4

Say you have a list of numbers, [1,2,3,5,6,7,8,9,11,12,15,16,17]

and you want a function that takes that as an input and returns something like

[[1,3],[5,9],[11,12],[15,17]] or alternatively maybe [(1,3), (5,9), (11,12), (15,17)]

how would this be done? all of the solutions i've found online are very very long and quite convoluted, when this seems like such an easy problem for a functional language like haskell

ar1a
  • 374
  • 3
  • 10
  • 1
    Can you provide one such very very long and quite convoluted solution?
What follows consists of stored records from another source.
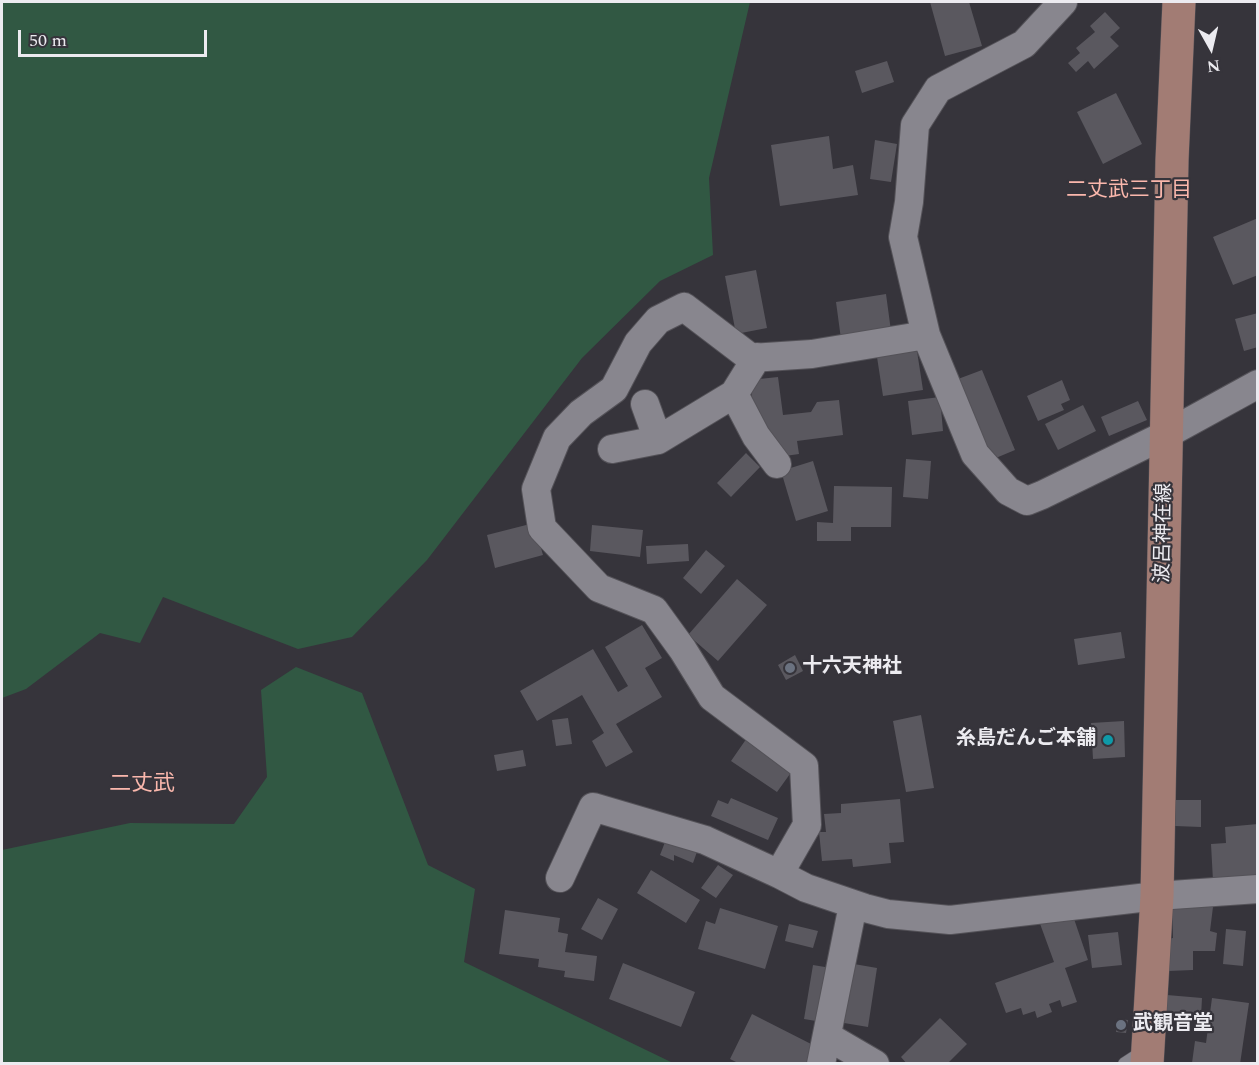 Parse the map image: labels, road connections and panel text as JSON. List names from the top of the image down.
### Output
{
  "streets": {
    "main road": ["波呂神在線"]
  },
  "districts": ["二丈武三丁目", "二丈武"],
  "places": ["十六天神社", "糸島だんご本舗", "武観音堂"],
  "scale_bar": "50 m",
  "north": "bottom"
} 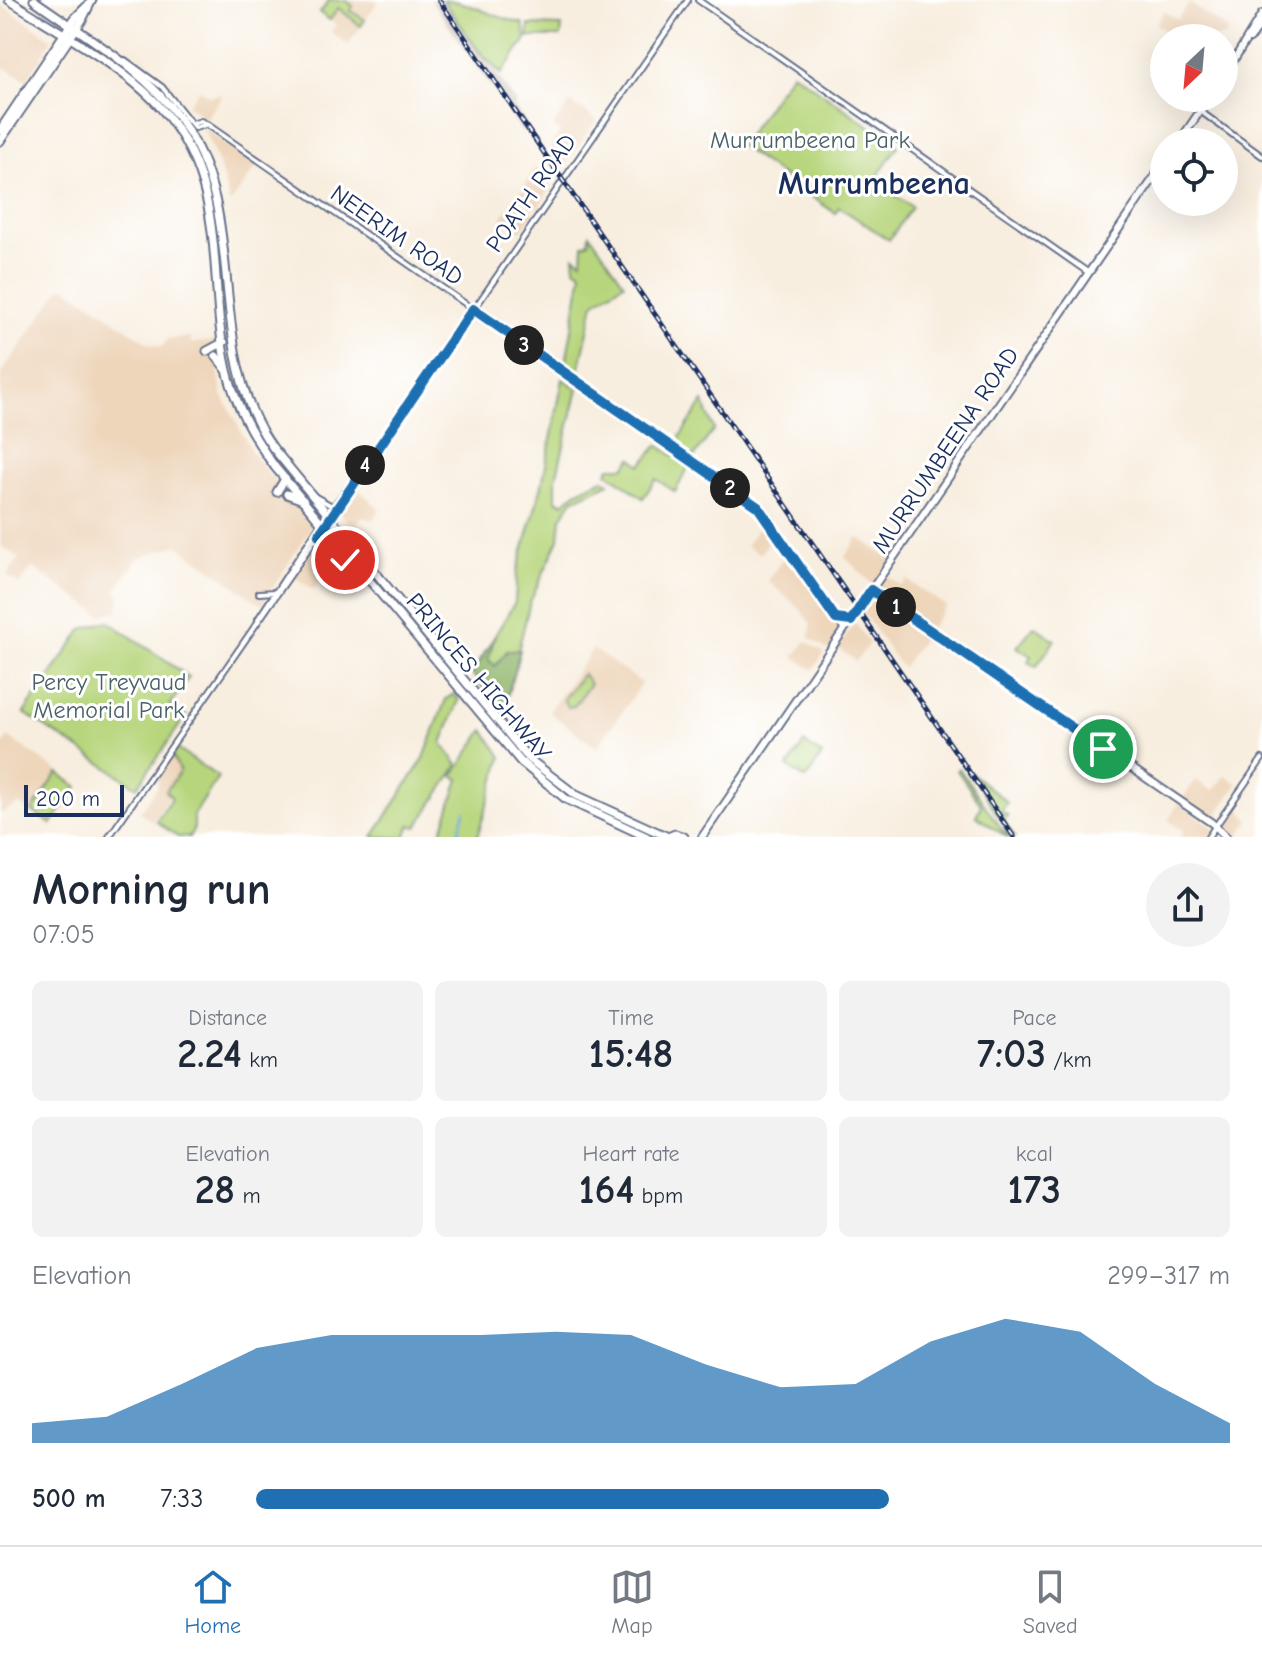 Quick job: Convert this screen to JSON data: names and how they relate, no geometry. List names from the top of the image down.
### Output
{
  "streets": {
    "highway": ["PRINCES HIGHWAY"],
    "main road": ["MURRUMBEENA ROAD"],
    "street": ["POATH ROAD", "NEERIM ROAD"]
  },
  "crossings": [
    ["POATH ROAD", "NEERIM ROAD"],
    ["POATH ROAD", "PRINCES HIGHWAY"],
    ["NEERIM ROAD", "MURRUMBEENA ROAD"]
  ],
  "districts": ["Murrumbeena"],
  "parks": ["Murrumbeena Park", "Percy Treyvaud Memorial Park"],
  "scale_bar": "200 m",
  "north": "bottom left",
  "page": {
    "pins": [
      "3",
      "4",
      "2",
      "1"
    ],
    "scale": "200 m",
    "heading": ["Morning run", "07:05"],
    "stats": [
      ["Distance", "2.24 km"],
      ["Time", "15:48"],
      ["Pace", "7:03 /km"],
      ["Elevation", "28 m"],
      ["Heart rate", "164 bpm"],
      ["kcal", "173"]
    ],
    "chart": ["Elevation", "299–317 m"],
    "list": [
      {
        "name": "500 m",
        "note": "7:33"
      }
    ],
    "tabs": ["Home", "Map", "Saved"]
  }
} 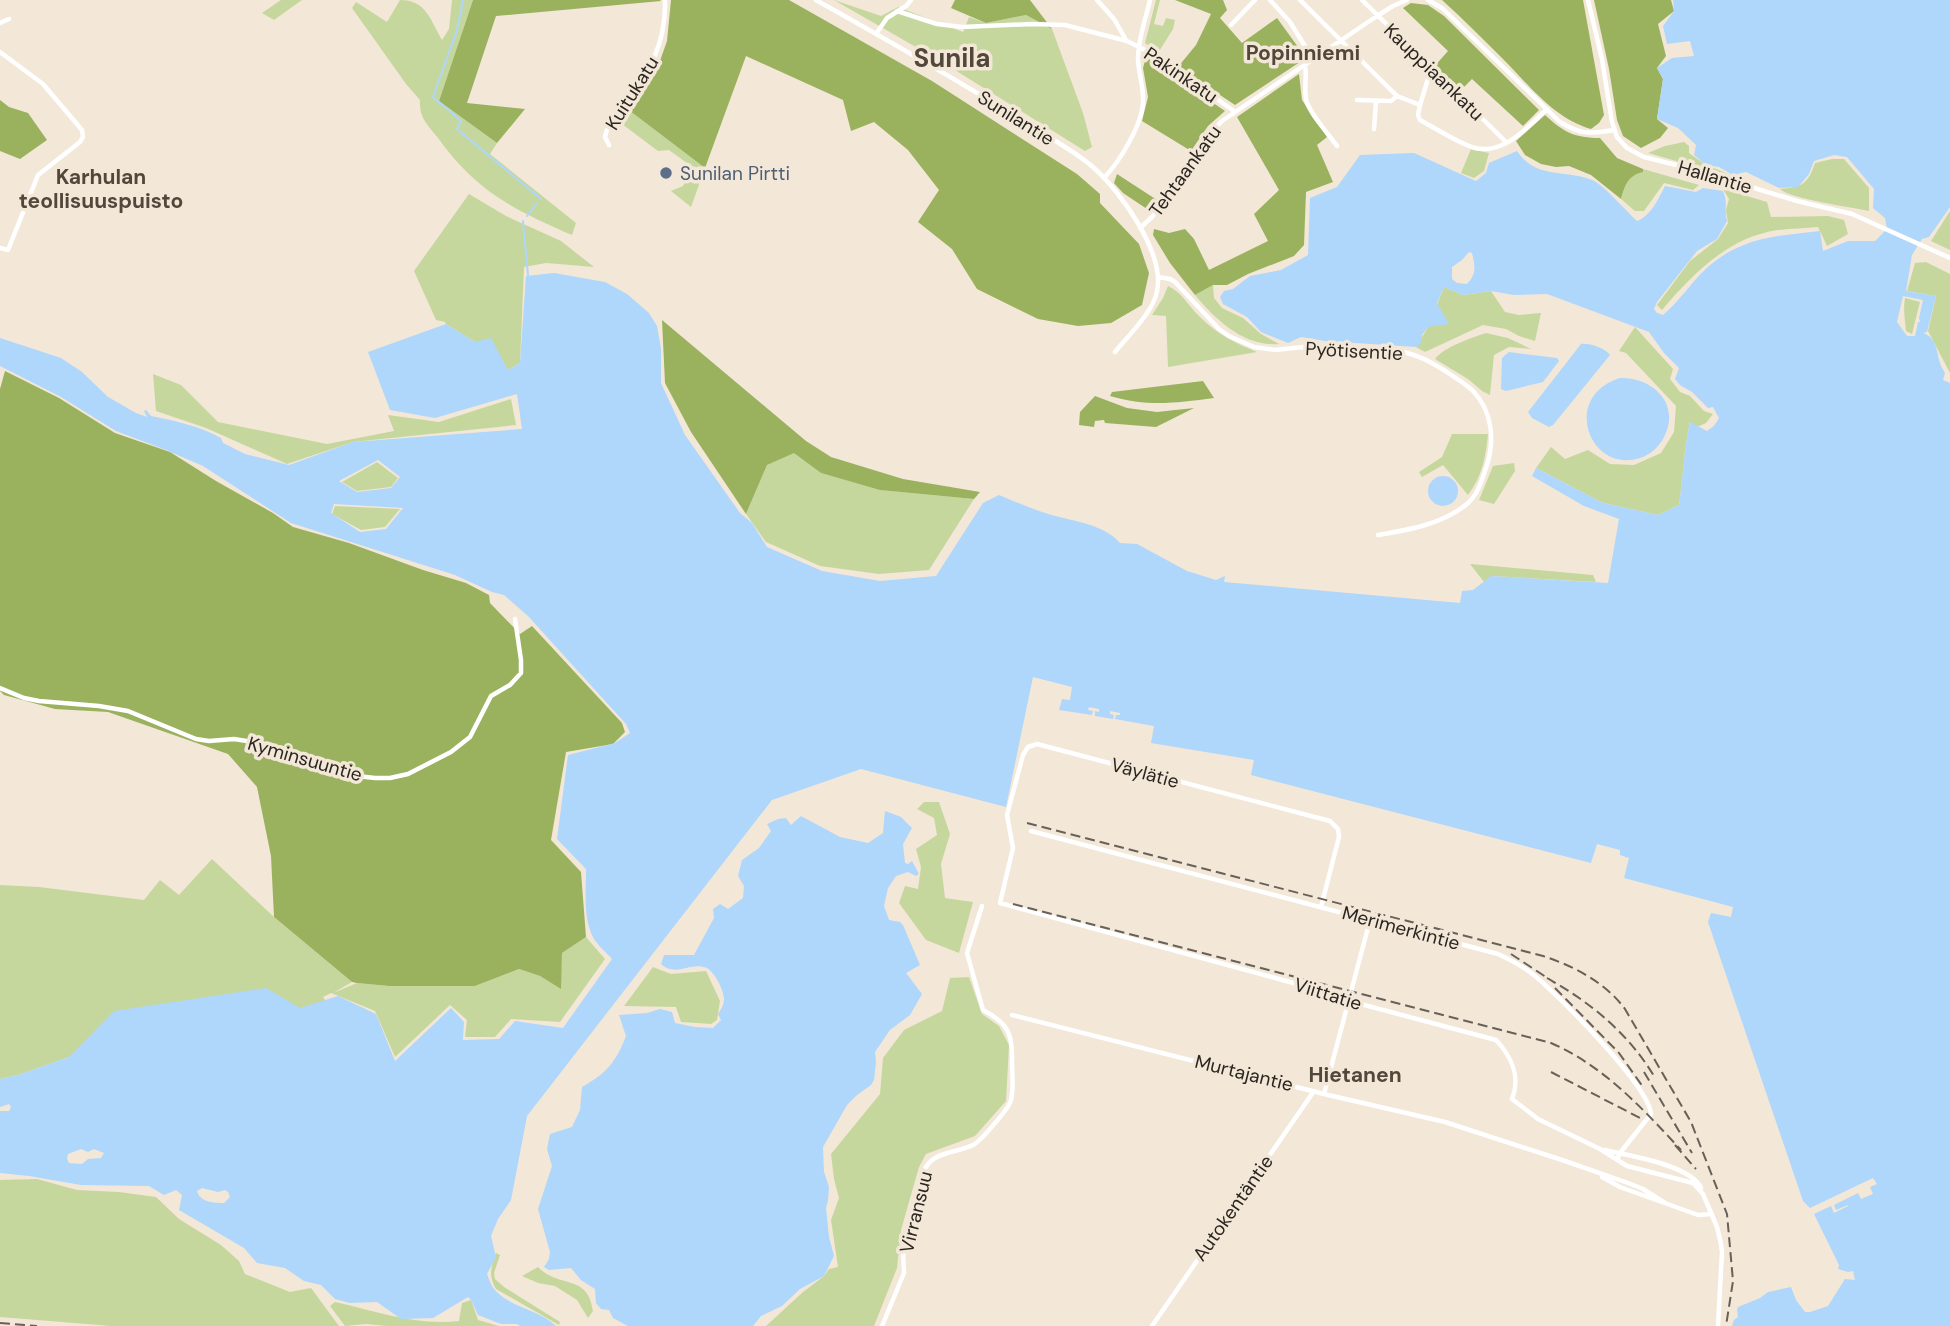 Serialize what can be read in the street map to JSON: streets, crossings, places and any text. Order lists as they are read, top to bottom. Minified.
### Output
{"streets":{"street":["Kauppiaankatu","Pakinkatu","Kuitukatu","Sunilantie","Tehtaankatu","Hallantie","Pyötisentie","Kyminsuuntie","Väylätie","Merimerkintie","Viittatie","Murtajantie","Autokentäntie","Virransuu"]},"crossings":[["Kauppiaankatu","Tehtaankatu"],["Pakinkatu","Tehtaankatu"],["Sunilantie","Tehtaankatu"],["Väylätie","Merimerkintie"],["Väylätie","Viittatie"],["Merimerkintie","Viittatie"],["Murtajantie","Autokentäntie"]],"districts":["Popinniemi","Sunila","Karhulan teollisuuspuisto","Hietanen"],"places":["Sunilan Pirtti"]}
Perhaps then we can focus on shortening it or look at where the standard library or another solution strategy may help in shortening the solution. – sshine Dec 01 '19 at 05:19
  • https://www.rosettacode.org/wiki/Range_extraction#Haskell – ar1a Dec 01 '19 at 05:20
  • Is your actual goal to solve that Rosetta Code problem? – dfeuer Dec 02 '19 at 04:13

3 Answers3

4

So we have a list of numbers,

xs = [1,2,3,5,6,7,8,9,11,12,14,16,17]     -- 14 sic!

We turn it into a list of segments,

ys = [[x,x+1] | x <- xs]
  -- [[1,2], [2,3], [3,4], [5,6], ..., [11,12], [12,13], [14,15], [16,17], [17,18] ]

we join the touching segments,

zs = foldr g [] ys
  -- [[1,4], [5,10], [11,13], [14,15], [16,18]]
  where
  g [a,b] []                  =  [[a,b]]
  g [a,b] r@([c,d]:t) | b==c  =  [a,d]:t
                 | otherwise  =  [a,b]:r

and we subtract 1 from each segment's ending value,

ws = [[a,b-1] | [a,b] <- zs]
  -- [[1,3], [5,9], [11,12], [14,14], [16,17]]

All in all we get

ranges :: (Num t, Eq t) => [t] -> [[t]]
ranges  =  map (\[a,b] -> [a,b-1]) . foldr g [] . map (\x -> [x,x+1]) 
  where
  g [a,b] []                  =  [[a,b]]
  g [a,b] r@([c,d]:t) | b==c  =  [a,d]:t
                 | otherwise  =  [a,b]:r

Simple and clear.

edit: or, to be properly lazy,

  where
  g [a,b] r = [a,x]:y
       where
       (x,y) = case r of ([c,d]:t) | b==c  -> (d,t)   -- delay forcing
                         _                 -> (b,r)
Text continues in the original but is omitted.